Investing.com-- Most Asian stock markets tumbled on Monday after hawkish comments from Federal Reserve Chair Jerome Powell showed that the central bank had no intention of slowing its pace of interest rate hikes.

Bourses in Japan, Taiwan and South Korea were the worst performers in morning trade, losing over 2% each.

Losses in regional markets tracked a bruising session on Wall Street last week, which saw the three main indexes lose between 3% and 4%. The weakness in equities comes after Powell, during his address to the Jackson Hole Symposium, said the Fed has no plans for a dovish pivot, and intends to continue raising interest rates.

Powell also warned that U.S. economic growth may be dented by high interest rates and elevated inflation levels.

The Fed Chair’s comments spurred increased bets that the Fed will raise rates by 75 basis points in September, and that interest rates will end the year well above 3%.

“Fed Chair, Jerome Powell did what he needed to do last Friday at Jackson Hole, and that was to make it clear that the Fed’s over-riding priority was to get inflation down…not give assurances that they would be gentle with markets,” analysts at ING wrote in a note.

Focus now turns to U.S. payrolls data due later in the week. A strong jobs market could give the central bank even more room to tighten monetary policy.

China’s bluechip Shanghai Shenzhen CSI 300 index slipped 0.6%, while Hong Kong’s technology-heavy Hang Seng index lost 0.7%.

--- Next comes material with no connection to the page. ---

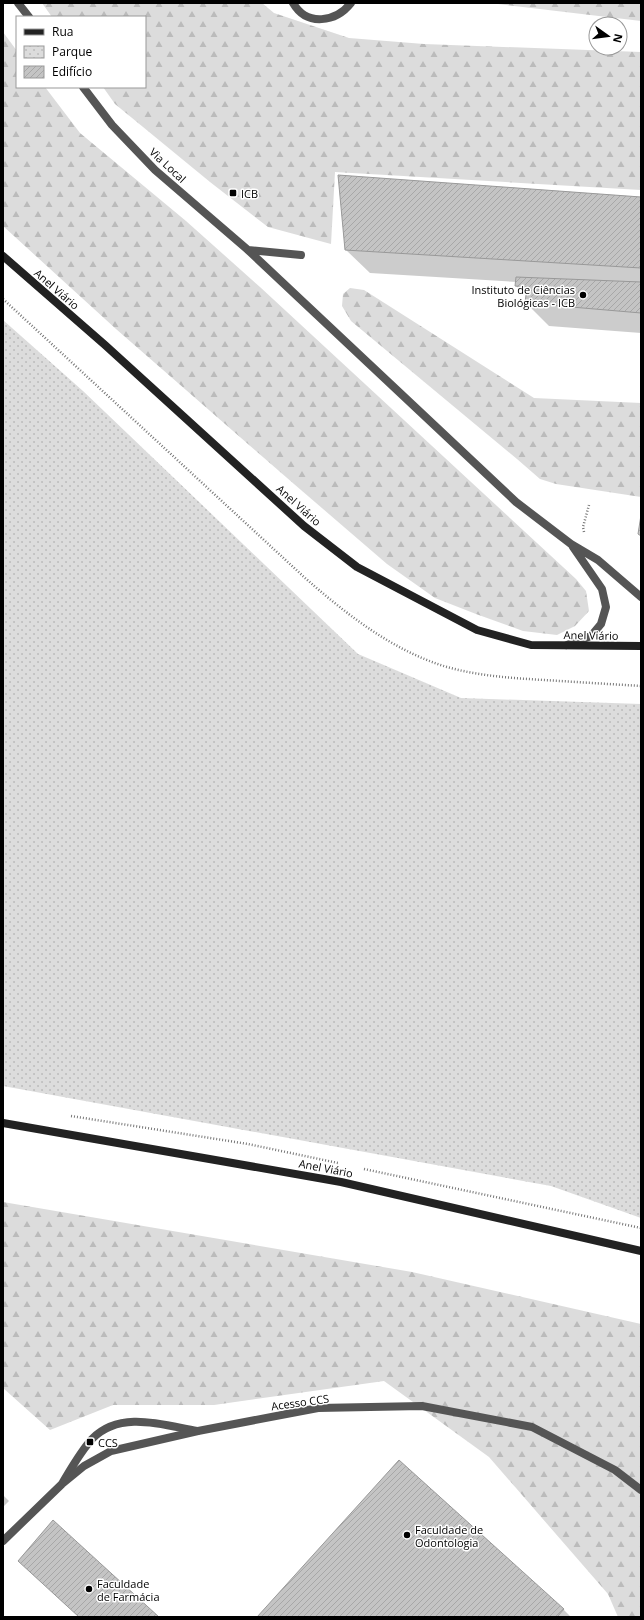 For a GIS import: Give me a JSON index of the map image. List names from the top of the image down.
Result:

China is struggling with a severe drought in some provinces, which has caused a power shortage and has also disrupted industrial activity in some parts of the country. Data over the weekend also showed China’s industrial profits continued to decline in July.

In the Asia-Pacific region, Australian stocks slumped nearly 2% on continued concerns over major trading partner China.

Shares of Fortescue Metals Group (ASX:FMG), the world’s fourth-largest iron ore producer, dropped over 4% after the miner logged a 40% decline in its annual profit.